• [WHAT TO DO]:
The number of lines below holding the string "linecap" is the only answer wanted.

• [DATASET ENTRIES]:
'''
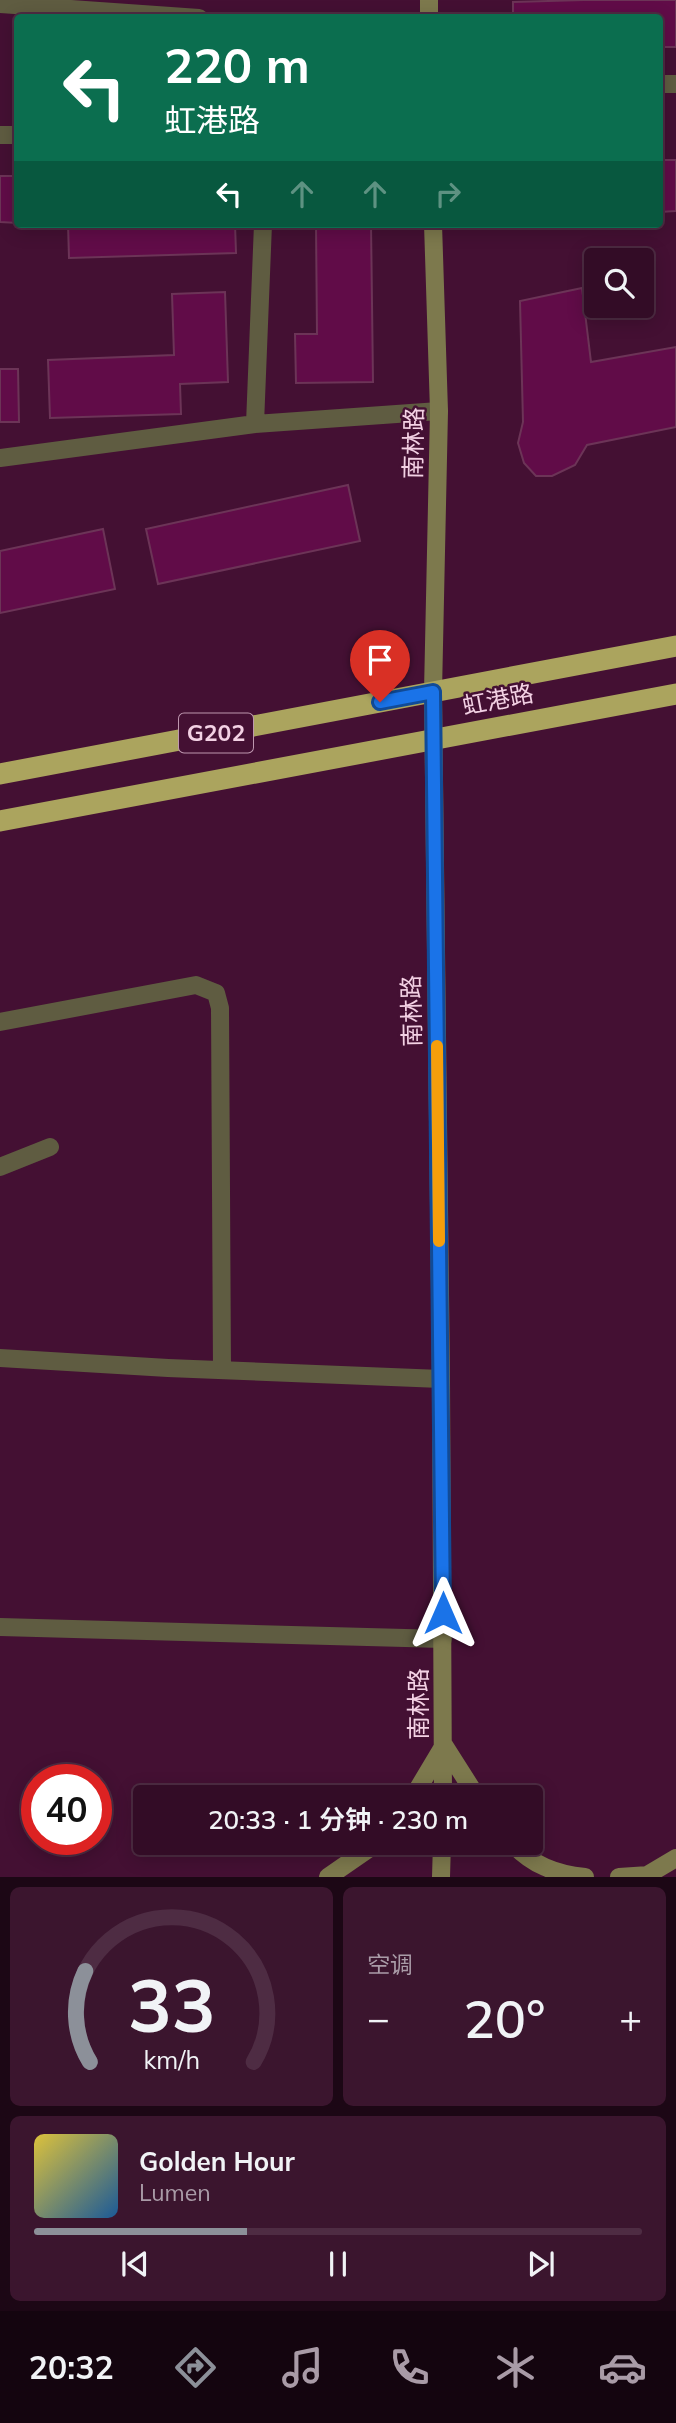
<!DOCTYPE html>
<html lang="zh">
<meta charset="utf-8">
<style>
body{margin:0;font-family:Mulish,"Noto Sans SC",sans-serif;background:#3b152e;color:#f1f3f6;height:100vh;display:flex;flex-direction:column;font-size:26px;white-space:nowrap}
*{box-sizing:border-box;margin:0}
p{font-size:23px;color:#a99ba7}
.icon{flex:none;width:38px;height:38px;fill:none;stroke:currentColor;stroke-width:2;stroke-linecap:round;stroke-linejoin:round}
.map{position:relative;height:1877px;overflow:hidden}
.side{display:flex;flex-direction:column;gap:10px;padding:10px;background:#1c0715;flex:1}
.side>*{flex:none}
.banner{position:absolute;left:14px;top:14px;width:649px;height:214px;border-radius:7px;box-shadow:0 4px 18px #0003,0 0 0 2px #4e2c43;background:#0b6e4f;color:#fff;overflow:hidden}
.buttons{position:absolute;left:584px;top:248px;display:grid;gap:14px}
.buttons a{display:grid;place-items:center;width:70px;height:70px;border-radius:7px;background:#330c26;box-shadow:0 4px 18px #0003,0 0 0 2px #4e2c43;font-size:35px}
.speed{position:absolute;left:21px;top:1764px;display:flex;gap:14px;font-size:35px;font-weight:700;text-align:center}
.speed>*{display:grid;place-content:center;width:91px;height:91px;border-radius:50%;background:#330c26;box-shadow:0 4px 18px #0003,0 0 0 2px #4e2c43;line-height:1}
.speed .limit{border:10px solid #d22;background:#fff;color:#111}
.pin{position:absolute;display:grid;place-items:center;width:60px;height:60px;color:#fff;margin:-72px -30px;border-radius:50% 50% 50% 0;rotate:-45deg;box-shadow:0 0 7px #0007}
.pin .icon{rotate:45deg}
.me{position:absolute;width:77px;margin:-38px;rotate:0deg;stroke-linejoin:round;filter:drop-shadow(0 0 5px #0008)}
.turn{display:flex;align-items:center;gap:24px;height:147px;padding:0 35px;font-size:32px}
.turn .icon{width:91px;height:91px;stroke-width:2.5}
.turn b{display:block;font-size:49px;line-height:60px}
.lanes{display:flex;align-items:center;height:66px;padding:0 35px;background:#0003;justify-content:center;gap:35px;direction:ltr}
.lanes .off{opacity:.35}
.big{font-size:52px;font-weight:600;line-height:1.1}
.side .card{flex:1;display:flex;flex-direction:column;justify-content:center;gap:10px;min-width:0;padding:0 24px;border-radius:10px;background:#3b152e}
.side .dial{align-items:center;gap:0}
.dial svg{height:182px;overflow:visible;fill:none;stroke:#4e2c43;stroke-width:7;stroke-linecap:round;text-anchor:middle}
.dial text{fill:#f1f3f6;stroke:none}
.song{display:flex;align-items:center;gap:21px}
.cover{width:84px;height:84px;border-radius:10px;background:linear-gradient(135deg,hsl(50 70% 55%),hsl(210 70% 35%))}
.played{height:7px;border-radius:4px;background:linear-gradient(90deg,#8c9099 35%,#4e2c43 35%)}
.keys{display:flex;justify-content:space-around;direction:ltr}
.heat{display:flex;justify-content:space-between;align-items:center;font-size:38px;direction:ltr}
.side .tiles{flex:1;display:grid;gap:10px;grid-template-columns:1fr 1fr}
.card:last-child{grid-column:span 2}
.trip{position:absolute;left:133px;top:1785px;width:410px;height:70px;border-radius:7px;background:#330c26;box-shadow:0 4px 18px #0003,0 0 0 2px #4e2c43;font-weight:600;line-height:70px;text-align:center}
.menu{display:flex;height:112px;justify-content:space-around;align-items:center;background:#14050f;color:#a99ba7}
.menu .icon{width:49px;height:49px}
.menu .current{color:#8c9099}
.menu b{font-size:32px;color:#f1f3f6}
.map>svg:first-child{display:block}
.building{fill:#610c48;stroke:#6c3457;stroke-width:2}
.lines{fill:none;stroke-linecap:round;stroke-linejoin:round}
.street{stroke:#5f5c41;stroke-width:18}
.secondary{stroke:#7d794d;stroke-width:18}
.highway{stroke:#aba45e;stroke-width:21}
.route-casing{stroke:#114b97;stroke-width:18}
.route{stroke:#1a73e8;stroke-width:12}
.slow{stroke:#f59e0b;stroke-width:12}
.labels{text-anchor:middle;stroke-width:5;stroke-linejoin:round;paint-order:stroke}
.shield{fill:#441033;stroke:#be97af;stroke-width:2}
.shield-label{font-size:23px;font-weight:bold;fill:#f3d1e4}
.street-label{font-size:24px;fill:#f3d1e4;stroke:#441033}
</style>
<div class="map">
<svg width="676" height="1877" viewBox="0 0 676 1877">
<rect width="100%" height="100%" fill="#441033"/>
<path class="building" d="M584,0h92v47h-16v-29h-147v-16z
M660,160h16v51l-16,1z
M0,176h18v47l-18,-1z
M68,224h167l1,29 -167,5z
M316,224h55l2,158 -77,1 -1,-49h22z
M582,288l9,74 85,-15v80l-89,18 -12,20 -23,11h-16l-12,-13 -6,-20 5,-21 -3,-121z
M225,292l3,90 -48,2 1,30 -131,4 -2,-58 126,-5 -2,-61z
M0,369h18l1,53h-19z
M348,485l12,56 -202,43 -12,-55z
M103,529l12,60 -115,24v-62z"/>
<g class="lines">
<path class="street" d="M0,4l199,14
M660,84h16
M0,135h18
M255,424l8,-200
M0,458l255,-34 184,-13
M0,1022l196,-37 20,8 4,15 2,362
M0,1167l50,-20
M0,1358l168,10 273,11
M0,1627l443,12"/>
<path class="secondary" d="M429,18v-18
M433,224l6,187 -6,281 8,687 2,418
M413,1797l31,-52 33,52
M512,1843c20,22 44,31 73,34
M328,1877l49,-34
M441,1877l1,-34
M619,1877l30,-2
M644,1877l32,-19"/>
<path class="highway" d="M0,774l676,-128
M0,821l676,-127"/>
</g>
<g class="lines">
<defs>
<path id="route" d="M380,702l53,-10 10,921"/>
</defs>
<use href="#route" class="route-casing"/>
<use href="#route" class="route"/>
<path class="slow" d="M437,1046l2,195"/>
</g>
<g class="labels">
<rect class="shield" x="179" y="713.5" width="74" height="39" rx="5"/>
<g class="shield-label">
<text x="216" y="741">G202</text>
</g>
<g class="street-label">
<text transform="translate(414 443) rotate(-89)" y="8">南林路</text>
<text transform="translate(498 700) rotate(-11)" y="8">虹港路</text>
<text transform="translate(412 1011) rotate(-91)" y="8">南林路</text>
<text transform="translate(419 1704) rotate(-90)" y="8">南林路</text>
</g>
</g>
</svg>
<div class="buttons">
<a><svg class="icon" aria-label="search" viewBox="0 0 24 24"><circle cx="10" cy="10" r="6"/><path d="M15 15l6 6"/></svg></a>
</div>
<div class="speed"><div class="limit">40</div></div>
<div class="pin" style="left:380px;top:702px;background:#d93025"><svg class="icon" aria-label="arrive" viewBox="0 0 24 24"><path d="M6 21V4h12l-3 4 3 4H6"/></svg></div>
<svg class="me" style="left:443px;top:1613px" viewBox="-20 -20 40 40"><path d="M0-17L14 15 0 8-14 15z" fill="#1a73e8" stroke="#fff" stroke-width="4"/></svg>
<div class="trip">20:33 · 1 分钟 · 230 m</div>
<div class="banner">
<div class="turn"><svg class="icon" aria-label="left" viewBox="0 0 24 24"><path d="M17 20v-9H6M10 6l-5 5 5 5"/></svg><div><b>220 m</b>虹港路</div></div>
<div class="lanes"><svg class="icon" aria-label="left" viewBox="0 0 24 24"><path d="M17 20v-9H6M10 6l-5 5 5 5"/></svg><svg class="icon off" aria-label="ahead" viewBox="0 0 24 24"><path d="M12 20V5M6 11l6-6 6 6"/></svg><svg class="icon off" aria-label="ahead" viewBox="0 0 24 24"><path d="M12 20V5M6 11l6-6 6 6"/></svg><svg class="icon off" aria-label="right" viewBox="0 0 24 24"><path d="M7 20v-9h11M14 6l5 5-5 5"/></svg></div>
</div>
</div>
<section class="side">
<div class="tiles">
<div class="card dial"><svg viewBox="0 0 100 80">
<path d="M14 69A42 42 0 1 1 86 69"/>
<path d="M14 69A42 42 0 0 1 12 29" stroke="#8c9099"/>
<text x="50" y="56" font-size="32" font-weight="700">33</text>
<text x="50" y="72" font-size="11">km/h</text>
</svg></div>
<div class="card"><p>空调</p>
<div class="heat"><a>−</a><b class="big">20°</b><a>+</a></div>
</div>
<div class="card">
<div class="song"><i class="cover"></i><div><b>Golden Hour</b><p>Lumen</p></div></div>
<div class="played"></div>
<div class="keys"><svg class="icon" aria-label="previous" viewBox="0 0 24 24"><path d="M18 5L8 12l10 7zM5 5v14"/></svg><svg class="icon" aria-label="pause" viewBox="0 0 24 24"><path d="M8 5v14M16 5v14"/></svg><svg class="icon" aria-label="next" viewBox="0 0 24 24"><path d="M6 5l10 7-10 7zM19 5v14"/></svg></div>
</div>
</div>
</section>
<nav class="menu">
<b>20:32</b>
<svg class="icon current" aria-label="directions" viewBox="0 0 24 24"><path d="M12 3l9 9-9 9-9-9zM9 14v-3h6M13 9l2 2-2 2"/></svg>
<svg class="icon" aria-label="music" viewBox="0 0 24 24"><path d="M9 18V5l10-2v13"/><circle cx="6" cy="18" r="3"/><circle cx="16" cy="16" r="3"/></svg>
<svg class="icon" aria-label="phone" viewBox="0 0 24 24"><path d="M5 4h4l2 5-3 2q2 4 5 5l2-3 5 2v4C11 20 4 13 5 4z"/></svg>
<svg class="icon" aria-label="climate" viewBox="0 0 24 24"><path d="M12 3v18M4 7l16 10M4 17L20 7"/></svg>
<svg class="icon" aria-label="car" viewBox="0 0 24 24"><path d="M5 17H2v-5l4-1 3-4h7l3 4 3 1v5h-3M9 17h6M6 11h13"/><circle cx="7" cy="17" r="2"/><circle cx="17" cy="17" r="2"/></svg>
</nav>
'''
• [RESULT OF THE EXERCISE]:
3